-- Required action --
Return each record word for word and omit the pictures.

-- Supplied information --
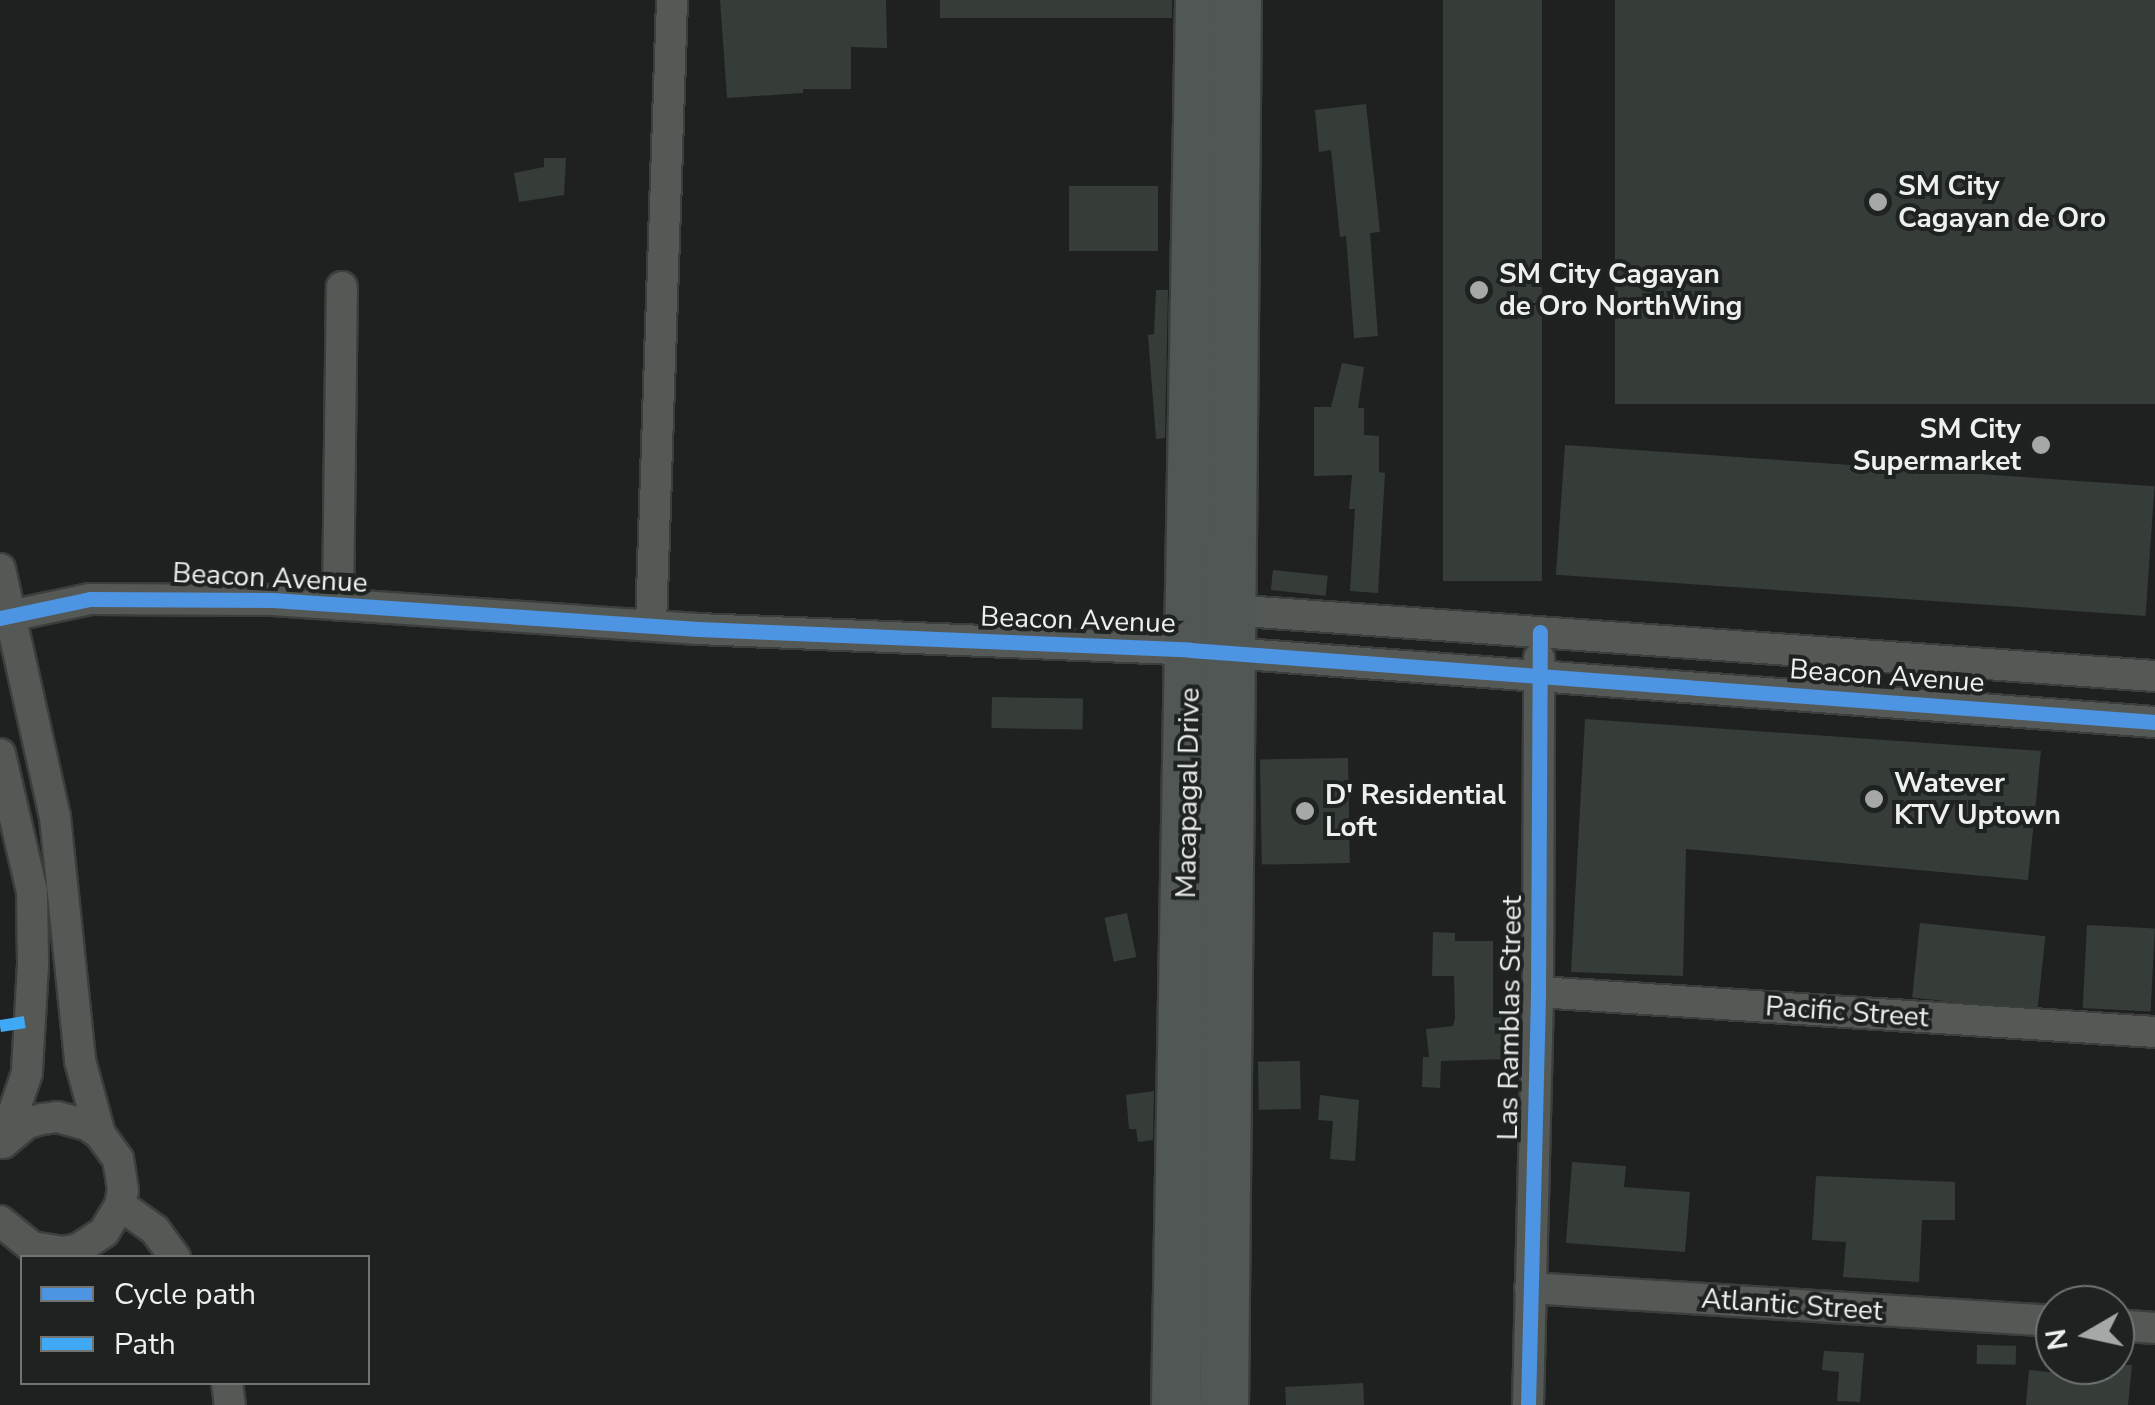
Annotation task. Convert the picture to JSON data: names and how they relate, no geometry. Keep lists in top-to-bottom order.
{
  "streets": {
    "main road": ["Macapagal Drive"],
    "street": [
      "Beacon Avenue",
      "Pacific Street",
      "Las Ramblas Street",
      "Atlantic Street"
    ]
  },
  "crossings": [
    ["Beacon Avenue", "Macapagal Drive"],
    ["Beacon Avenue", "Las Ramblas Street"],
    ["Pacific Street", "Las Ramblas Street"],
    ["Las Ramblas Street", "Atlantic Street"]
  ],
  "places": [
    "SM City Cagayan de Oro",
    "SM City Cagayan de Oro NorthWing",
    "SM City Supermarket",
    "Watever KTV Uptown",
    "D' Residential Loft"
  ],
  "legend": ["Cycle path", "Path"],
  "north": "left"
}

-- Answer section --
Annotation task. Convert the picture to JSON data: names and how they relate, no geometry. Keep lists in top-to-bottom order.
{
  "streets": {
    "main road": ["Macapagal Drive"],
    "street": [
      "Beacon Avenue",
      "Pacific Street",
      "Las Ramblas Street",
      "Atlantic Street"
    ]
  },
  "crossings": [
    ["Beacon Avenue", "Macapagal Drive"],
    ["Beacon Avenue", "Las Ramblas Street"],
    ["Pacific Street", "Las Ramblas Street"],
    ["Las Ramblas Street", "Atlantic Street"]
  ],
  "places": [
    "SM City Cagayan de Oro",
    "SM City Cagayan de Oro NorthWing",
    "SM City Supermarket",
    "Watever KTV Uptown",
    "D' Residential Loft"
  ],
  "legend": ["Cycle path", "Path"],
  "north": "left"
}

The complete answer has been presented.